I’ve the below 2 strings, that actually means the same:
GLOVES: LENGTH: 32 CM MATERIAL: NEOPRENE RUBBER FREE FLOW TEXT: RESISTANT TO WIDE RANGE OF GLOVES, TYPE: CHEMICAL RESISTANT, SIZE: 7, MATERIAL: NEOPRENE RUBBER, STANDARD: BS EN 388/BS EN 374, FFT: RESISTANT TO WIDE RANGE OF CHEMICALS SUCH AS ETHYLENE OXIDE IDEAL FOR LONG TERM HEAVY WORK IN CHEMICAL ENVIRONMENT MANUFACTURER REFERENCES: ORIGINAL_MNFR: POLYCO
And
Neoprene Rubber Chemical Resistant Gloves, Size: 7; Length: 32 cm; Standard: BS EN 388; Resistant to wide range of Chemicals such as Ethylene Oxide. Make: Polyco, Model: Duraprene III or Equivalent
I’ve more than 1000 sets like this, which is panic to do them manually, I tried to do them as:
package main
import (
"fmt"
"strings"
)
func main() {
var str1 = "Neoprene Rubber Chemical Resistant Gloves, Size: 7; Length: 32 cm; Standard: BS EN 388; Resistant to wide range of Chemicals such as Ethylene Oxide. Make: Polyco, Model: Duraprene III or Equivalent"
var str2 = "GLOVES: LENGTH: 32 CM MATERIAL: NEOPRENE RUBBER FREE FLOW TEXT: RESISTANT TO WIDE RANGE OF GLOVES, TYPE: CHEMICAL RESISTANT, SIZE: 7, MATERIAL: NEOPRENE RUBBER, STANDARD: BS EN 388/BS EN 374, FFT: RESISTANT TO WIDE RANGE OF CHEMICALS SUCH AS ETHYLENE OXIDE IDEAL FOR LONG TERM HEAVY WORK IN CHEMICAL ENVIRONMENT MANUFACTURER REFERENCES: ORIGINAL_MNFR: POLYCO"
cnt := 0
for _, i := range strings.Fields(str1) {
for _, j := range strings.Fields(str2) {
if strings.ToLower(i) == strings.ToLower(j) {
cnt += 1
}
}
}
fmt.Printf("str1 is: %d length, and str2 is: %d length, they have; %d common words.", len(str1), len(str2), cnt)
}
But the match is very low, I got:
str1 is: 197 length, and str2 is: 358 length, they have; 29 common words.

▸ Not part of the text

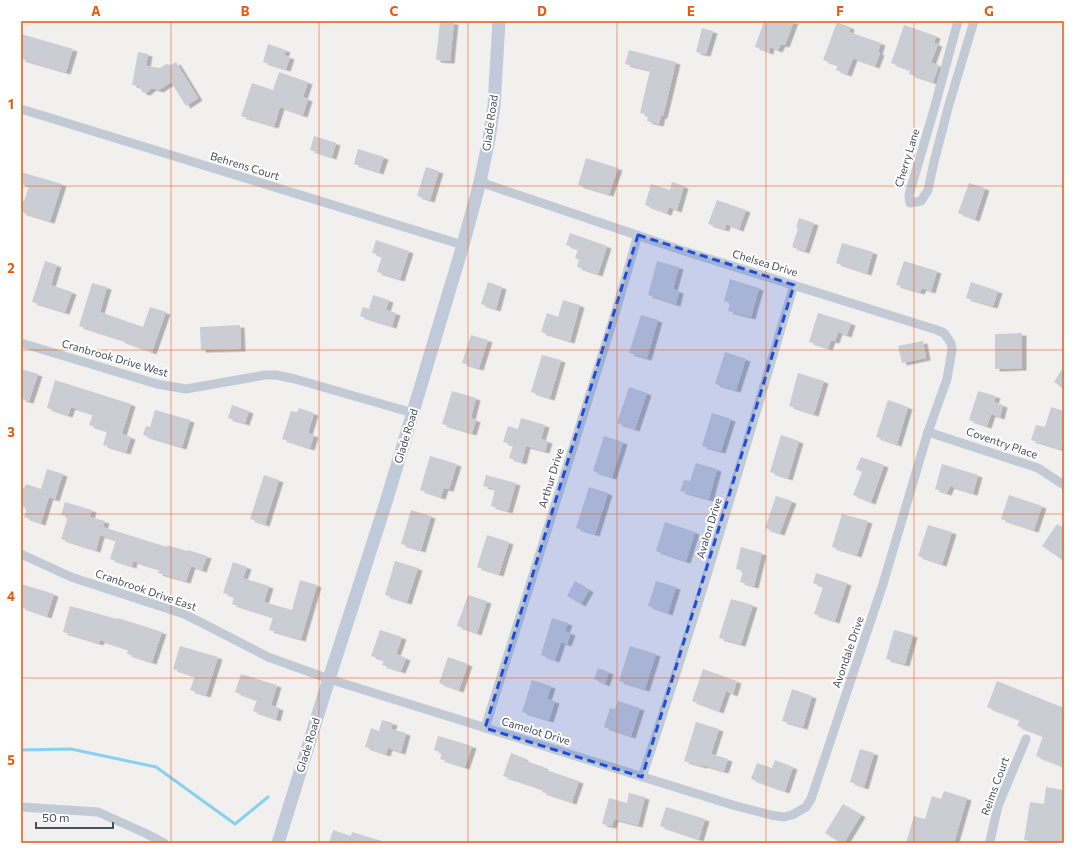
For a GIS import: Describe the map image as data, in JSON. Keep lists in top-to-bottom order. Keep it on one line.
{"streets":{"main road":["Glade Road"],"street":["Cherry Lane","Behrens Court","Chelsea Drive","Cranbrook Drive West","Coventry Place","Arthur Drive","Avalon Drive","Cranbrook Drive East","Avondale Drive","Camelot Drive","Reims Court"]},"crossings":[["Glade Road","Behrens Court"],["Glade Road","Chelsea Drive"],["Glade Road","Cranbrook Drive West"],["Glade Road","Cranbrook Drive East"],["Glade Road","Camelot Drive"],["Chelsea Drive","Coventry Place"],["Chelsea Drive","Arthur Drive"],["Chelsea Drive","Avalon Drive"],["Chelsea Drive","Avondale Drive"],["Coventry Place","Avondale Drive"],["Arthur Drive","Camelot Drive"],["Avalon Drive","Camelot Drive"],["Cranbrook Drive East","Camelot Drive"],["Avondale Drive","Camelot Drive"]],"scale_bar":"50 m","grid":{"columns":["A","B","C","D","E","F","G"],"rows":["1","2","3","4","5"]}}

I tried also using Levenshtein_distance as:
// Levenshtein Distance in Golang
package main
import "fmt"
func levenshtein(str1, str2 []rune) int {
s1len := len(str1)
s2len := len(str2)
column := make([]int, len(str1)+1)
for y := 1; y <= s1len; y++ {
column[y] = y
}
for x := 1; x <= s2len; x++ {
column[0] = x
lastkey := x - 1
for y := 1; y <= s1len; y++ {
oldkey := column[y]
var incr int
if str1[y-1] != str2[x-1] {
incr = 1
}
column[y] = minimum(column[y]+1, column[y-1]+1, lastkey+incr)
lastkey = oldkey
}
}
return column[s1len]
}
func minimum(a, b, c int) int {
if a < b {
if a < c {
return a
}
} else {
if b < c {
return b
}
}
return c
}
func main(){
var str1 = []rune("Neoprene Rubber Chemical Resistant Gloves, Size: 7; Length: 32 cm; Standard: BS EN 388; Resistant to wide range of Chemicals such as Ethylene Oxide. Make: Polyco, Model: Duraprene III or Equivalent")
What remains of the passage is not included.